You could deliver an event-driven architecture by setting up a dedicated WebSocket server for clients to connect and receive updates. However, this architecture has several drawbacks, including the need to manage and scale the server and the inherent latency involved in sending updates from that server to clients, who may be distributed worldwide.

To scale up your hardware across the globe, you could skip the responsibility and cost of ownership by renting from a cloud service provider. For example, you could use a managed cloud service such as Amazon ECS, or you could opt for a serverless WebSocket solution.

"A serverless application costs you nothing to run when nobody is using it, excluding data storage costs." Cloud 2.0: Code is no longer King - Serverless has dethroned it

Saving on operational costs is an excellent reason to consider a serverless framework: you reap the benefits of scale and elasticity, but you don't have to provision or manage the servers.

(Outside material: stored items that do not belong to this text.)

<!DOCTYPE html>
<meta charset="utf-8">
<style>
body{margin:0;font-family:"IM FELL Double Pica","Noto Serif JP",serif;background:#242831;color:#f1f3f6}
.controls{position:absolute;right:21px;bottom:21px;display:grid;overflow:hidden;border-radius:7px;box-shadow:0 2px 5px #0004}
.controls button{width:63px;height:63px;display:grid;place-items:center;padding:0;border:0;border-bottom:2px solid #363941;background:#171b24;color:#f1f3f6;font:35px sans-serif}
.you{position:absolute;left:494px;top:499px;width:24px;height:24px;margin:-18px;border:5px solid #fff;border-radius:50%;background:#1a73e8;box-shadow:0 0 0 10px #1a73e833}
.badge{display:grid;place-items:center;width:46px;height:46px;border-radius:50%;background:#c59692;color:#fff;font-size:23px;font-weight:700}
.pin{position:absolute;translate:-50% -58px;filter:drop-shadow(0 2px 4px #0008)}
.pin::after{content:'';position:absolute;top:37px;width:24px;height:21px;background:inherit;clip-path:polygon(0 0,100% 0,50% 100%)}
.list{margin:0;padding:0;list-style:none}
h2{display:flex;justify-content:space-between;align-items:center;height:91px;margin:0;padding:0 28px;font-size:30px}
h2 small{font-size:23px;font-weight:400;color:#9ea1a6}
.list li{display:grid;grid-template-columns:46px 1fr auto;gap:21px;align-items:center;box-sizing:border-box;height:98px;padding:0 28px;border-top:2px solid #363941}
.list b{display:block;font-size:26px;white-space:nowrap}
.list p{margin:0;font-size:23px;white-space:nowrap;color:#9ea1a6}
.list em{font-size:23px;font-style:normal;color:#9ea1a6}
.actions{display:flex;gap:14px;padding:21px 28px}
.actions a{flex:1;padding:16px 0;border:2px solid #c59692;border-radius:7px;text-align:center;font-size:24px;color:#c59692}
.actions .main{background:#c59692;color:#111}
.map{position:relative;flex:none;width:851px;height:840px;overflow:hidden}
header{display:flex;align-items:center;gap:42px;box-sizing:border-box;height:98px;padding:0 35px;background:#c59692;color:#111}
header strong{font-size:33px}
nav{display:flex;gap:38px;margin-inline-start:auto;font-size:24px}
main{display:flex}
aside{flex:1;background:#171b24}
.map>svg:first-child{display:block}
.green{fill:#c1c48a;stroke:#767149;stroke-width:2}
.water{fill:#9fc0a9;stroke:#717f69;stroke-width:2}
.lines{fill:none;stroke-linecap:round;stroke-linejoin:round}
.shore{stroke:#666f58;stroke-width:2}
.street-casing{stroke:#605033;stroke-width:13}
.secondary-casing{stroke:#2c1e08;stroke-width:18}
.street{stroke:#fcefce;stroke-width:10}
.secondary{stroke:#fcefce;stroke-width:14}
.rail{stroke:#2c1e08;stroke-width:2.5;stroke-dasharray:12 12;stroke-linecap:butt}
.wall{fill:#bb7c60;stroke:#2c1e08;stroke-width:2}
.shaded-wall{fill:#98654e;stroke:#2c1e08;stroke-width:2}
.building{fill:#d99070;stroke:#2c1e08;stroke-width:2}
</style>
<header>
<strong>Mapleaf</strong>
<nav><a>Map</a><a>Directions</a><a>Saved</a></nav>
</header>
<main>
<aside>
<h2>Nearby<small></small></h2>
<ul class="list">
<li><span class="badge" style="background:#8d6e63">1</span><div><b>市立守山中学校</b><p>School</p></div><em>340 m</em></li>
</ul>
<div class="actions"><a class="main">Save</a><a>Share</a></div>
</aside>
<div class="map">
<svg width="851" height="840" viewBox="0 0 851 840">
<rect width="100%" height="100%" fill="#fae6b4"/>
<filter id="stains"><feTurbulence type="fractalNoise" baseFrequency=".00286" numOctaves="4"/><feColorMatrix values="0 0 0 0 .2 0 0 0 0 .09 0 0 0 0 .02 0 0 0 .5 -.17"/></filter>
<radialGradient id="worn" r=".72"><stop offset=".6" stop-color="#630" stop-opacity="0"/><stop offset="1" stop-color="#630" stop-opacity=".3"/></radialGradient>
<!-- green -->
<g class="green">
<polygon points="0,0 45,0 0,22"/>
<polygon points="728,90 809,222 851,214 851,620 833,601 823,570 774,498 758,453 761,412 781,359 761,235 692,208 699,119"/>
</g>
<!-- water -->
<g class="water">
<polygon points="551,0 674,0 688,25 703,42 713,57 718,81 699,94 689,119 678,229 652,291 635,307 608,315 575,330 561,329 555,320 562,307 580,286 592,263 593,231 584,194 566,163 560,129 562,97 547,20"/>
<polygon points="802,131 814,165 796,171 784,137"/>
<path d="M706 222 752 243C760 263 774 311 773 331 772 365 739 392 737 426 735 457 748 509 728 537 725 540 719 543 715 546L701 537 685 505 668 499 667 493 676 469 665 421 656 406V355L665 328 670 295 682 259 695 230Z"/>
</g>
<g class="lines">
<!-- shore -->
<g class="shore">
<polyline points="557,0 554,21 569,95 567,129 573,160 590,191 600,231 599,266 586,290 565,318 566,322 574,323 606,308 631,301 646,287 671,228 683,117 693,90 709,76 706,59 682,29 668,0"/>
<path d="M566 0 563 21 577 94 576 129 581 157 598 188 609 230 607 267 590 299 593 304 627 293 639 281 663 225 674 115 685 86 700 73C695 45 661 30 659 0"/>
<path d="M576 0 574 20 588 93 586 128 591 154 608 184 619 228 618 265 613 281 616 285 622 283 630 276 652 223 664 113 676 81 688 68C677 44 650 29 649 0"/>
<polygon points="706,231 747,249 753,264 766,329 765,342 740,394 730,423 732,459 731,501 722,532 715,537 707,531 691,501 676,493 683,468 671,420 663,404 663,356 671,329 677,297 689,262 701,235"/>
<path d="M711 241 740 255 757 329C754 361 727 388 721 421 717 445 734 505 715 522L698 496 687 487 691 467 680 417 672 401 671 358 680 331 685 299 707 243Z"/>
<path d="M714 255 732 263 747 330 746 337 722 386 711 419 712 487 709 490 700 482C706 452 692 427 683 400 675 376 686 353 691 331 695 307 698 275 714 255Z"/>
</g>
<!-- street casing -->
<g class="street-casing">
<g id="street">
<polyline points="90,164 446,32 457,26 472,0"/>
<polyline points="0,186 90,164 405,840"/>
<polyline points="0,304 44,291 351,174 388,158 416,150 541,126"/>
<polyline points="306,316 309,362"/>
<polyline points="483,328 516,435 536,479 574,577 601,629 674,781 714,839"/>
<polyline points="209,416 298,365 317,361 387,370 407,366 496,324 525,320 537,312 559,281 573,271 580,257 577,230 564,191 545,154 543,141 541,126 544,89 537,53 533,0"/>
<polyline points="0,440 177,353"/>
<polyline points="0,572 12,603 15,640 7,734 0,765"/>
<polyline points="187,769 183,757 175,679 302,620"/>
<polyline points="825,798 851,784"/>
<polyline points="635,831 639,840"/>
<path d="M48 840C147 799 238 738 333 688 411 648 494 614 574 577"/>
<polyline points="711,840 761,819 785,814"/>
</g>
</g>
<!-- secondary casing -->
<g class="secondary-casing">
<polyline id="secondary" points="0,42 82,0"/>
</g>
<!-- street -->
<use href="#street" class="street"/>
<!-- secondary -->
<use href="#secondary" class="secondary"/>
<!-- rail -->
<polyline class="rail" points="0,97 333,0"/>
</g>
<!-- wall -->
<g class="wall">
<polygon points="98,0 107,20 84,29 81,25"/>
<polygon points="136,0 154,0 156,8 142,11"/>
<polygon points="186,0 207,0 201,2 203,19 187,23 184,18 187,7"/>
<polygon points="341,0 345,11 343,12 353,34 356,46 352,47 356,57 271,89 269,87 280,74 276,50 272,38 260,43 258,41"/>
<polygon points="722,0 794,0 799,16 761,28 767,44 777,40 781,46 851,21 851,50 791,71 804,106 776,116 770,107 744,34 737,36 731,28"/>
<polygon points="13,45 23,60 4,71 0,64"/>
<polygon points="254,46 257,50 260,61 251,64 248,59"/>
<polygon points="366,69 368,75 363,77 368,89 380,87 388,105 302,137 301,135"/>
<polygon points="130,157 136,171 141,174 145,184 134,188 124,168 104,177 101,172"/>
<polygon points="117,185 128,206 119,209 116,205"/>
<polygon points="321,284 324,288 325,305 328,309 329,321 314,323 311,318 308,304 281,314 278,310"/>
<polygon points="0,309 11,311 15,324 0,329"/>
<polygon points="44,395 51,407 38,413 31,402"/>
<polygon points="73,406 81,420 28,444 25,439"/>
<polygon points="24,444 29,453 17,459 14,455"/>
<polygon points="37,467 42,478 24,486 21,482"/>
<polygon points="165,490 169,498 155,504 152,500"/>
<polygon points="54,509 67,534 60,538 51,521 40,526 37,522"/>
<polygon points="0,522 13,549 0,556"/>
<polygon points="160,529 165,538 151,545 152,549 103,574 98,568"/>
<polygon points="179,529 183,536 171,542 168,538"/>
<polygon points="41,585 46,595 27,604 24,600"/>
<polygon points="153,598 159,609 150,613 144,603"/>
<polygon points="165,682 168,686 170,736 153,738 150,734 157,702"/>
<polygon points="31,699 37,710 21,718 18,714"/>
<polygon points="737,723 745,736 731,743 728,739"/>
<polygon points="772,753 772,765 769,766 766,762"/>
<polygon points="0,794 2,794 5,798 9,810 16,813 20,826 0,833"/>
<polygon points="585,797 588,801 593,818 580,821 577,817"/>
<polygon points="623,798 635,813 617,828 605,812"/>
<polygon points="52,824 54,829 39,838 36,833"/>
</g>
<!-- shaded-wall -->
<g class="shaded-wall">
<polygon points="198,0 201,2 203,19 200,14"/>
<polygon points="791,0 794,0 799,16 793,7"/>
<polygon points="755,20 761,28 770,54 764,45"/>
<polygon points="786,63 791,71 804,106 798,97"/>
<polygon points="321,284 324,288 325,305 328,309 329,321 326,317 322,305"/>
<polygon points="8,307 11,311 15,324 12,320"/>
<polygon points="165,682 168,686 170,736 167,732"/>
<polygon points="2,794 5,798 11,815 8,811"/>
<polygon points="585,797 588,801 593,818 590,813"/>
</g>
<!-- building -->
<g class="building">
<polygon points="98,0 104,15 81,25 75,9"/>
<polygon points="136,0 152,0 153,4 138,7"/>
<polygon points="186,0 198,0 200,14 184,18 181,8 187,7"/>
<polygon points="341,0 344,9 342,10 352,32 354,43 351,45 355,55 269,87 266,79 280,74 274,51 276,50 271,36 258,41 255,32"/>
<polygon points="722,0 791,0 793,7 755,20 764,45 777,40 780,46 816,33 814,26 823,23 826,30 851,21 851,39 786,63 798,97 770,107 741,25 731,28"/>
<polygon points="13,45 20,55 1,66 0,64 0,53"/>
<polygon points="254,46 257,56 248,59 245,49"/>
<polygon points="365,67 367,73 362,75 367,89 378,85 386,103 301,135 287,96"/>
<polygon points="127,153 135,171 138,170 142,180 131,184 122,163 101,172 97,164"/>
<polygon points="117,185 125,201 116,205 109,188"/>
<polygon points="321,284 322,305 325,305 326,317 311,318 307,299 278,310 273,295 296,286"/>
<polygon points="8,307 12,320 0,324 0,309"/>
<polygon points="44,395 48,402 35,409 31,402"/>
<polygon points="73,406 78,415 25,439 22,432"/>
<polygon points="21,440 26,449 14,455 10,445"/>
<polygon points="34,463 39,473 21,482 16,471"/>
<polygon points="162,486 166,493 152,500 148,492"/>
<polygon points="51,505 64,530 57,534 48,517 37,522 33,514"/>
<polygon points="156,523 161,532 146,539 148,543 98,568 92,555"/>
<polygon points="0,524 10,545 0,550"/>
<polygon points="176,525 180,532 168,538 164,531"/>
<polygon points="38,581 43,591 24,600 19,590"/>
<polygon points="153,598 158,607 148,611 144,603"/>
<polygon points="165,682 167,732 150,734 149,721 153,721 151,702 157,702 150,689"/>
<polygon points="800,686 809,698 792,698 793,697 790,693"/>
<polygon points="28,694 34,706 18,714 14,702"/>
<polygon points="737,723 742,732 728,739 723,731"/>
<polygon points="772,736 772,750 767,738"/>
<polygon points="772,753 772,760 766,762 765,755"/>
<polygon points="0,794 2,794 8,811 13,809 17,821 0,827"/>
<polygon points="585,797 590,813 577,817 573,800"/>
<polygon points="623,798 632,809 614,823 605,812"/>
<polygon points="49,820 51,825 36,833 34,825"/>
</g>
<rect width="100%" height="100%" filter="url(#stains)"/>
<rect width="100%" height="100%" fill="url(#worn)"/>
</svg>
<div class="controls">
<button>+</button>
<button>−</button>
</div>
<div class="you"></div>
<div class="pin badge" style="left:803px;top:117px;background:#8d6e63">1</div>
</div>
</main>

This article explains how to build a basic serverless WebSockets platform, ideal for simple applications such as chat, using AWS API Gateway to create a WebSocket endpoint and AWS Lambda for connection management and backend business logic.

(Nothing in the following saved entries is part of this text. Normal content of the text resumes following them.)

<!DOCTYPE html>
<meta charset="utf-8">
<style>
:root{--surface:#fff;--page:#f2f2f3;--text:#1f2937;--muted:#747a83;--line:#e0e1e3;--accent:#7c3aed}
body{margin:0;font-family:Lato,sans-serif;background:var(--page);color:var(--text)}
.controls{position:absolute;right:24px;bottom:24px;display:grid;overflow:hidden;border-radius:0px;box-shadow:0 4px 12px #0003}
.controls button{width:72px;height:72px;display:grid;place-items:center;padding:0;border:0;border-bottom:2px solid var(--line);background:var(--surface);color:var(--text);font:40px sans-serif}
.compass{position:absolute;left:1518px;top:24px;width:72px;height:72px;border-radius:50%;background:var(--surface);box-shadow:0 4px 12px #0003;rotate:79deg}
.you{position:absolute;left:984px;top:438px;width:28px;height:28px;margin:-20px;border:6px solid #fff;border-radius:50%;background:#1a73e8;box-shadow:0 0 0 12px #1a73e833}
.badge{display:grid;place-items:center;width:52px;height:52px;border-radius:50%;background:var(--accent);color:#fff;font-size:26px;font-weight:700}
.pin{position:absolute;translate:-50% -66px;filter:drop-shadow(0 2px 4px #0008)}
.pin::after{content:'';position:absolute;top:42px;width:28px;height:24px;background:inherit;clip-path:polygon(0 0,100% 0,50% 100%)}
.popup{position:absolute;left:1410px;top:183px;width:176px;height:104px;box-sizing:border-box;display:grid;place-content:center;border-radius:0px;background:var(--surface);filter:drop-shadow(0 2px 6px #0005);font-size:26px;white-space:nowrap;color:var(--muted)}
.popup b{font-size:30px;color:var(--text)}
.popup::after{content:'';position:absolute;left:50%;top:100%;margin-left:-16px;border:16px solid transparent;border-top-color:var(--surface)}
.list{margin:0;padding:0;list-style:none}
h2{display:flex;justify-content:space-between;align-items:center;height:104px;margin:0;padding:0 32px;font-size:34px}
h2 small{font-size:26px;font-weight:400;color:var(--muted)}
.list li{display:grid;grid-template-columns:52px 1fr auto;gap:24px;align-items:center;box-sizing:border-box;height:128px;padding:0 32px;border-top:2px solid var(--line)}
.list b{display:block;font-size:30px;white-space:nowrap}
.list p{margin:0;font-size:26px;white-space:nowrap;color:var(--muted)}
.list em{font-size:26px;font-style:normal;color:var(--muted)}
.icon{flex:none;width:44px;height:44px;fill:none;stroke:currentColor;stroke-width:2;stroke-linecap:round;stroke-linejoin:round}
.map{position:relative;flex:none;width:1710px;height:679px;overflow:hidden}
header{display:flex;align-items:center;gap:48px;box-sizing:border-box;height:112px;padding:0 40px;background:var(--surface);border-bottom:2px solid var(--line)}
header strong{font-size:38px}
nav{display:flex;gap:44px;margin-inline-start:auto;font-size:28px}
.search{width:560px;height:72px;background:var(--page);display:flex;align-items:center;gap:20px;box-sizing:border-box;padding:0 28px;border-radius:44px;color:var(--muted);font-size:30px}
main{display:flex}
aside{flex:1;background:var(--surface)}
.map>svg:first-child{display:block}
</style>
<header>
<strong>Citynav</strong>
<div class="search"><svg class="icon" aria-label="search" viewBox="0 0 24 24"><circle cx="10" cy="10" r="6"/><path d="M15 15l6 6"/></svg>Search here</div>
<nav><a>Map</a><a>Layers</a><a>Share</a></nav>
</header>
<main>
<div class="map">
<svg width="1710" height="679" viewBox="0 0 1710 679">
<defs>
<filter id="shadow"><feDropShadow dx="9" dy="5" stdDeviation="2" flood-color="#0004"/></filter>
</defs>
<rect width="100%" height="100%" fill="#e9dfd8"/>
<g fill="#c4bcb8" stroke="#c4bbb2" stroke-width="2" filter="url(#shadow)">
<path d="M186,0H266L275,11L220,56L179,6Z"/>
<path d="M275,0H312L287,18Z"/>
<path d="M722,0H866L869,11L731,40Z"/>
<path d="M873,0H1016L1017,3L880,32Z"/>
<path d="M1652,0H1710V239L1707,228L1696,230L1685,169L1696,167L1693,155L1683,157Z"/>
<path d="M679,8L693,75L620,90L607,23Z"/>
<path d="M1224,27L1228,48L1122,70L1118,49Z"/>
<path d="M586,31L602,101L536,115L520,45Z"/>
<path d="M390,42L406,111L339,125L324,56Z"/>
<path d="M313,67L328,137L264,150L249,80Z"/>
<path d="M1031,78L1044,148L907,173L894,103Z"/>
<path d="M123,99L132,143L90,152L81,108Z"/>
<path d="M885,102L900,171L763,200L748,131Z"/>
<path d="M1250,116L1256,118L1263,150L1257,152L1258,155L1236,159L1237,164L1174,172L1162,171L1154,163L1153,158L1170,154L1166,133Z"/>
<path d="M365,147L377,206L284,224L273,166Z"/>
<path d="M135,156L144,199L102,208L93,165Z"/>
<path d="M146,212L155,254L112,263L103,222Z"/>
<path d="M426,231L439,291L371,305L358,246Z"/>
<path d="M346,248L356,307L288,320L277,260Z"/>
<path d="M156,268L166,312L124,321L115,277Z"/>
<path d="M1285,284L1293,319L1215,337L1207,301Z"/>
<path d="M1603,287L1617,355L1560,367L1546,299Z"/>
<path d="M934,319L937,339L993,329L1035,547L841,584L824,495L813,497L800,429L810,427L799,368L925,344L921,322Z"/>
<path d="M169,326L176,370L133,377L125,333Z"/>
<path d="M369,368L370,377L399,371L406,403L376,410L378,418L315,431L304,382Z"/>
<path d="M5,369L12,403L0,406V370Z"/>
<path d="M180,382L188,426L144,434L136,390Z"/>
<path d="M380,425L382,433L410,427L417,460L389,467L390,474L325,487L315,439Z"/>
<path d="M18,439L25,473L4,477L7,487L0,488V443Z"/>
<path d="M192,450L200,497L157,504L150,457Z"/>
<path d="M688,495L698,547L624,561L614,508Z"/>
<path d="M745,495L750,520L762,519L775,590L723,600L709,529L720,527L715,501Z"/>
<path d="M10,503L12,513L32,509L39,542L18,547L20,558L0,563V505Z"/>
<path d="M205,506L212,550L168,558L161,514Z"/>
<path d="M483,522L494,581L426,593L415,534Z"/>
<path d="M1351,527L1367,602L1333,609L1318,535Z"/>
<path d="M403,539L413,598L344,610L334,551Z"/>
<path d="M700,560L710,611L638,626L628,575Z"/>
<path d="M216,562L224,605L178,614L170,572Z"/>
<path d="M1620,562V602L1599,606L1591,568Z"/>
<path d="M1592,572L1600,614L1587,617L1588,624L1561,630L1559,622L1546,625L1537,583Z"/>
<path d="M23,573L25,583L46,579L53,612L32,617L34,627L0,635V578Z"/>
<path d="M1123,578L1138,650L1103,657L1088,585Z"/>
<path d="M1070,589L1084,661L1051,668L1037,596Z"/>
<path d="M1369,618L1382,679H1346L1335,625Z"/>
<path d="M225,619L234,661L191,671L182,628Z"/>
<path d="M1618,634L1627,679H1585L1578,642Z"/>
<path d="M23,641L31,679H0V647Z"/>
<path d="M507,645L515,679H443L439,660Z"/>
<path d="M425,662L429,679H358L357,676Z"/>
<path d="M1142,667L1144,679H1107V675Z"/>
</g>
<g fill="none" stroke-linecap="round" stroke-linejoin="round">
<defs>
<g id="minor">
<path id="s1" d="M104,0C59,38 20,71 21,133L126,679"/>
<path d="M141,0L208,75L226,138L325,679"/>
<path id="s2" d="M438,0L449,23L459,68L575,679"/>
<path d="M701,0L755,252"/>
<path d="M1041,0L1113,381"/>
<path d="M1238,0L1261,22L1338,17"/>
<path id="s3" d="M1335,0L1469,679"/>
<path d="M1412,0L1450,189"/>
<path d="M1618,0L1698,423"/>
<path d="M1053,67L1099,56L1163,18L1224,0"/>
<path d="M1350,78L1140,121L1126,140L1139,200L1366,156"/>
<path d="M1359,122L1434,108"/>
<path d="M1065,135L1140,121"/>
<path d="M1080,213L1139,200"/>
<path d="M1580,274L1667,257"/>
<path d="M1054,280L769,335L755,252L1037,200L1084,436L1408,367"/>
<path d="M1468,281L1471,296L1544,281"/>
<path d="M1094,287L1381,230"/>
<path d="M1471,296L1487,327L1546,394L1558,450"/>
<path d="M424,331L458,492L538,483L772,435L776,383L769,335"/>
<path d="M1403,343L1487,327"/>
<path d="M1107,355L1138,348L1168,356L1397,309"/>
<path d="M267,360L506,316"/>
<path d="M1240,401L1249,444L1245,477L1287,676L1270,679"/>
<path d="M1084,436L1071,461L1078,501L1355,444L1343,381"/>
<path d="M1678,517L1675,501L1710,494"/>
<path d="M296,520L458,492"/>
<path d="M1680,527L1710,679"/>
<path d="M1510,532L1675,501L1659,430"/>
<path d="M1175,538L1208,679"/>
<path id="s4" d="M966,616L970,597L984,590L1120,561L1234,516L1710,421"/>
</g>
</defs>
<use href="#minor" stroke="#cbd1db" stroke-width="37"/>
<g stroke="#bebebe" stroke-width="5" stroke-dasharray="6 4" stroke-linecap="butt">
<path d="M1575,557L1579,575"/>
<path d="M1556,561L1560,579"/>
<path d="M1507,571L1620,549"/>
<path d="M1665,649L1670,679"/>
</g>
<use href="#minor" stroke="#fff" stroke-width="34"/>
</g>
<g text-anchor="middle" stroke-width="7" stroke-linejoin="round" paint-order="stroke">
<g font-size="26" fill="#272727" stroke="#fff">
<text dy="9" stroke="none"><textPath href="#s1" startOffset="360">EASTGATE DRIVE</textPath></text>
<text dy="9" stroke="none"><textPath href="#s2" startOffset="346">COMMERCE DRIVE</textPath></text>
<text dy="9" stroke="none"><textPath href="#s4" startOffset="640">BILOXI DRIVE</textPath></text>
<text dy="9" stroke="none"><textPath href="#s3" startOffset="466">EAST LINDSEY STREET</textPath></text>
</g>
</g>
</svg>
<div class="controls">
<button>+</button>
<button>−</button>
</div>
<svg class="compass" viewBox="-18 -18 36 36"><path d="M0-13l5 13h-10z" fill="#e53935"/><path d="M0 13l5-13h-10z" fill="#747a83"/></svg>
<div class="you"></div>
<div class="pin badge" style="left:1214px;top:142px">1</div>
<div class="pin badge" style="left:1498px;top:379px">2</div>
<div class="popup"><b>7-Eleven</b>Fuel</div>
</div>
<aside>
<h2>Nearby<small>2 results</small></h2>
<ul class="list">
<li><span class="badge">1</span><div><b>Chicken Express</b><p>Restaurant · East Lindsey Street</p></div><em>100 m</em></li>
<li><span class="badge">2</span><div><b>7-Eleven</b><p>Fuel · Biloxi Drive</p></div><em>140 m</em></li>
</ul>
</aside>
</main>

The Basic Architecture of a Serverless WebSockets Platform

Building a simple serverless WebSockets platform is relatively straightforward, using AWS API Gateway to build out WebSockets APIs and Lambda functions for backend processing, storing message metadata in Amazon DynamoDB.

AWS API Gateway

AWS API Gateway is a service to create and manage APIs. You can use it as a stateful proxy to terminate persistent WebSocket connections and transfer data between your clients and HTTP-based backends such as AWS Lambda, Amazon Kinesis, or any other HTTP endpoint.

AWS Lambda

AWS Lambda is a serverless computing service that allows you to run code without provisioning or managing servers.

WebSocket APIs can invoke Lambda functions, for example, to deliver a message payload for further processing and then return the result to the client. The Lambda functions only run as long as necessary to handle any individual task. For client authorization, the connection request must include credentials to be verified by a Lambda authorizer function that returns the appropriate AWS IAM policy for access rights.

Example: Chat App Powered By Serverless WebSockets

As is traditional, let's look at an example chat app to illustrate how the serverless WebSockets solution powers a basic real-time application. First, consider the sequence by which a client WebSocket connection is made and stored.

Example: Chat App Powered By Serverless WebSockets

  1. A client device establishes a single WebSocket connection to AWS API Gateway. Each active WebSocket connection has an individual callback URL in API Gateway that is used to push messages back to the corresponding client.
  2. The connection message is sent to an API Gateway Authorizer Lambda function to confirm that the device has the correct credentials to connect to the service.
  3. The connection message and metadata are sent to a separate AWS Lambda when it has been authenticated.
  4. The Lambda handler inspects the metadata and stores appropriate information in AWS DynamoDB, a NoSQL document database.

In a chat app, users can be involved in numerous conversations involving one or more participants. This is a typical use case for the publish and subscribe pattern. When a user sends a message to a particular conversation or channel, the chat app publishes the message to all other users who subscribe to that channel. Each subscriber to that channel receives the message in their app.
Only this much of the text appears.